The lost dream of the electric minivan

I wrote in 2021 that my dream car is a mythical 3-year-old electric minivan (that doesn’t exist). Later that year, I wrote up a summary of the prospects of an electric minivan (as of 2021). As of 2023 there wasn’t much of a change.

Here in 2024, I’ve given up on the dream of an electric minivan, at least for my purposes and for now. The dream is closer than ever.

  • I was actually able to sit in a 2024 Kia EV9 at a local dealership. It’s a big 3-row SUV, but it’s the closest thing to an EV minivan that actually exists. It’s not cheap, but it’s not ridiculous either.
  • Volkswagen says their EV minivan, the ID.Buzz is “coming to Canada in late 2024.” I suspect that means I wouldn’t be able to test drive or buy one for at least another year, and even then, I expect it will be quite expensive.

For my family, we still have (and love) our 2013 8-passenger Honda minivan. We’ve been finding we’re driving it around a lot more with one or two people in it lately though. With three kids often heading in three directions, we’re also reluctantly accepting that we have use for a second vehicle.

So, we’ve added a 2024 Hyundai Kona EV to our fleet.

  • It’s the cheapest and least cool EV we could find.
  • It was actually available on the lot to test drive and buy.
  • Provincial and federal rebates add up to $10,750.
  • It doesn’t have stupid door handles (though it does have a stupid key fob).

Farewell electric minivan dream. I hope we meet again.

 

Once more with vertical

Today some tourists ask me to take a photo of them. I happily obliged. They thanked me, and then they asked me to take another, this time with the phone vertical please.

I could almost feel my hair turning grey.

 

Remember Skype?

Skype was Zoom before Zoom was Zoom, but how far it has fallen. I opened up Skype for the first time in a while and was bombarded with a wall of “news”. Is anyone going to Skype for their news!?

Screenshot of Skype app for macOS including a 'Discover' pane fill of news, with headlines line '23 US things that make the rest of the world jealous'.
 

We respect books & instruments

There was a minor internet brouhaha over an Apple iPad ad where they crush a bunch of musical instruments and creative tools. It was just a video in (very slightly) poor taste. No one got hurt.

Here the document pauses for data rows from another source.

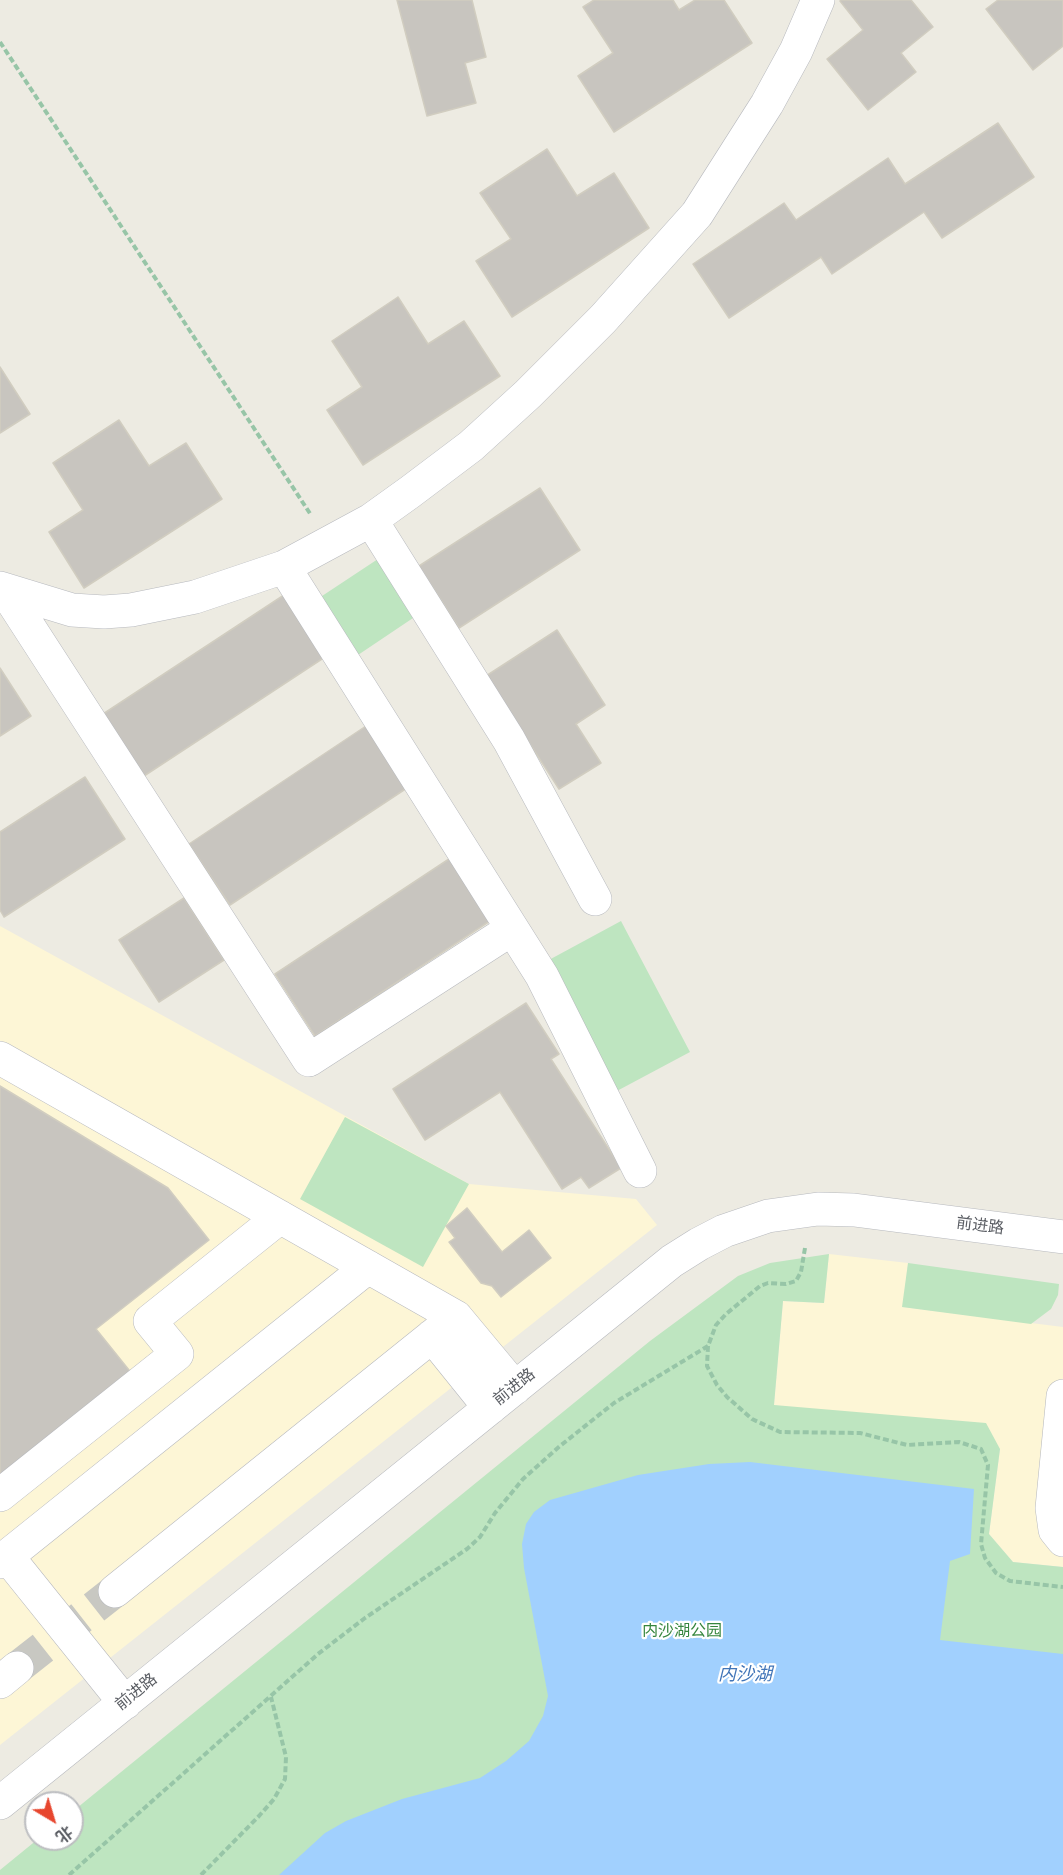 <!DOCTYPE html>
<html>
<head>
<meta charset="utf-8">
<style>
  body { margin:0 }
  #map { position:relative; width:1063px; height:1875px; overflow:hidden; background:#edebe2; font-family:"Source Sans 3","Noto Sans SC",sans-serif }
  canvas { display:block }
  .north { position:absolute; left:24px; top:1791px; width:60px; height:60px; box-sizing:border-box; background:#fff; border:2px solid #bdbec1; border-radius:50%; rotate:142deg; font-size:16px; font-weight:700; line-height:24px; text-align:center; color:#5a5d63 }
  .north::after { content:''; display:block; margin:auto; width:21px; height:27px; background:#e7462e; clip-path:polygon(50% 0,100% 100%,50% 72%,0 100%) }
</style>
</head>
<body>
<div id="map">
<canvas width="1063" height="1875"></canvas>
<div class="north">北</div>
</div>
<script>
const c = document.querySelector('canvas').getContext('2d');
c.lineJoin = 'round';
function fill(path, color) { c.fillStyle = color; c.fill(path, 'evenodd'); }
const shape = rows => new Path2D(rows.map(r => 'M' + r).join(''));
function strokePath(path, color, width, dash) { c.strokeStyle = color; c.lineWidth = width; c.lineCap = dash ? 'butt' : 'round'; c.setLineDash(dash || []); c.stroke(path); }
function write(font, color, halo, rows, align = 'center') {
  c.font = font + ' "Source Sans 3","Noto Sans SC",sans-serif'; c.lineWidth = 4.5; c.setLineDash([]); c.textBaseline = 'middle'; c.strokeStyle = halo; c.fillStyle = color; for (const [text, x, y, turn = 0] of rows) {
    c.save(); c.translate(x, y); c.rotate((+turn || 0) * Math.PI / 180); c.textAlign = isNaN(turn) ? turn : align; if (halo) c.strokeText(text, 0, 0); c.fillText(text, 0, 0); c.restore();
  }
}
const commercial = shape([
  [0,926,469,1184,636,1199,657,1225,0,1745],
  [829,1254,908,1263,903,1307,1063,1327,1063,1567,1013,1562,989,1534,1000,1449,774,1405,783,1301,824,1303]
]);
const green = shape([
  [381,557,419,614,358,655,319,598],
  [621,921,690,1052,615,1092,547,961],
  [345,1117,469,1184,423,1267,300,1199],
  [829,1254,824,1303,783,1301,774,1405,986,1423,1000,1449,989,1534,1013,1562,1063,1567,1063,1875,0,1875,0,1870,38,1839,72,1839,72,1812,650,1341,738,1276,770,1263],
  [908,1263,1059,1284,1058,1295,1051,1309,1031,1324,902,1307]
]);
const water = shape([
  [750,1462,974,1489,970,1554,950,1561,940,1640,1063,1654,1063,1875,279,1875,325,1833,346,1821,402,1799,480,1778,506,1761,529,1741,543,1716,548,1696,524,1568,522,1544,526,1524,534,1512,550,1500,638,1475,709,1464]
]);
const building = shape([
  [397,0,472,0,486,57,465,63,476,103,427,116,397,0],
  [594,0,673,0,679,10,695,0,724,0,752,43,614,132,578,76,613,53,583,7,594,0],
  [841,0,911,0,933,27,901,53,916,72,868,110,827,59,863,30,840,1,841,0],
  [998,0,1063,0,1063,46,1033,70,986,9,998,0],
  [998,123,1034,177,942,238,924,212,832,274,821,257,729,318,693,264,784,203,796,220,888,158,905,184,998,123],
  [547,149,577,196,614,173,649,228,512,317,476,261,511,239,480,193,547,149],
  [398,297,428,344,464,321,500,376,363,465,327,410,362,387,332,341,398,297],
  [0,367,30,414,0,433,0,367],
  [119,420,149,466,186,443,222,499,84,588,49,532,83,510,53,463,119,420],
  [540,488,580,550,459,628,419,566,540,488],
  [284,595,325,657,144,776,103,714,284,595],
  [557,630,605,705,576,724,601,763,559,789,486,676,557,630],
  [0,668,31,716,0,736,0,668],
  [369,724,410,786,230,905,189,844,369,724],
  [85,777,125,839,4,917,0,910,0,832,85,777],
  [455,855,496,917,315,1036,275,974,455,855],
  [184,898,224,960,159,1002,119,940,184,898],
  [526,1003,559,1054,551,1059,621,1168,589,1188,581,1177,562,1189,500,1092,425,1140,393,1089,526,1003],
  [0,1086,168,1188,209,1240,96,1329,133,1375,0,1480,0,1086],
  [467,1208,502,1252,529,1230,551,1258,501,1297,492,1286,481,1283,449,1242,455,1238,446,1226,467,1208]
]);
const minorTunnel = shape([
  [17,1668,115,1591]
]);
const path = shape([
  [0,42,311,515],
  [805,1248,801,1272,796,1281,786,1284,768,1283,760,1286,726,1314,716,1325,708,1346,707,1366,717,1385,727,1397,752,1419,780,1432,860,1433,907,1445,959,1442,981,1449,988,1465,981,1544,985,1558,996,1573,1010,1581,1063,1587],
  [69,1875,318,1654,365,1618,467,1549,480,1537,495,1513,523,1479,560,1446,614,1403,708,1346],
  [201,1875,259,1816,274,1799,285,1779,286,1757,271,1697]
]);
const minor = shape([
  [371,520,509,740,595,899],
  [284,567,542,976,640,1171],
  [0,588,72,610,104,612,131,610,195,597,284,567,371,520,410,492,471,446,528,394,603,319,697,214,767,104,796,51,818,0],
  [5,590,309,1060,512,929],
  [0,1058,456,1317,515,1388],
  [432,1336,490,1408],
  [1063,1396,1052,1508,1055,1530,1063,1540],
  [0,1495,177,1354,150,1321,280,1217],
  [7,1556,125,1703],
  [0,1562,368,1267],
  [115,1591,456,1317],
  [0,1682,17,1668],
  [0,1803,672,1261,699,1244,724,1231,768,1216,818,1209,854,1210,1063,1237]
]);
const streetNames = [
  ["前进路",980,1227,7],
  ["前进路",515,1388,-39],
  ["前进路",137,1693,-39]
];
const parkNames = [
  ["内沙湖公园",682,1632]
];
const waterNames = [
  ["内沙湖",745,1676]
];
fill(commercial, '#fdf6d6');
fill(green, '#bee5c0');
fill(water, '#a1d0fe');
fill(building, '#c8c5bf');
strokePath(building, '#d1cdc0', 1.5);
strokePath(minorTunnel, '#c8c8c2', 33, [33, 16]);
strokePath(minor, '#b7b9be', 34);
strokePath(path, '#97c5a7', 4, [6, 3]);
strokePath(minor, '#fff', 33);
write('16px', '#5a5d63', '#fff', streetNames);
write('16px', '#36863e', '#fff', parkNames);
write('italic 18px', '#4175b8', '#fff', waterNames);
</script>
</body>
</html>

I also didn’t really like the ad – it felt like if Amazon made an ad where they burned thousands of books, and dumped the ashes into a Kindle. Burning books is never good a good look (unless it’s The Day After Tomorrow and you need to keep warm), neither is crushing pianos.

That said, I’m not sure apologizing is a necessary or appropriate step. I’d save the apologies for when people get hurt.

 

CSS Masonry: We have enough ways to arrange rectangles

In the world of those who build out the web platform, and CSS in particular, there’s some drama.

  1. The Webkit team at Apple have put forth a compelling proposal for how to make the Pinterest-style layout (aka, ‘masonry’) by building on CSS grid.
  2. The Chrome team at Google have an alternative approach to the same problem, introducing a new ‘masonry’ display type as a peer to flex and grid.

The folks at the ShopTalk Show talked through the state of the debate with a Google rep in episode 614.

My take is lukewarm:

  • “Masonry” layout is too specific a use case and not valuable enough to build in to the web platform.
  • I needed grid and flex a million times before they came along. I don’t think I’ve ever found myself needing masonry layout.

If you need it, that’s great. It doesn’t have to be for everyone. There is a cost to adding to the platform though.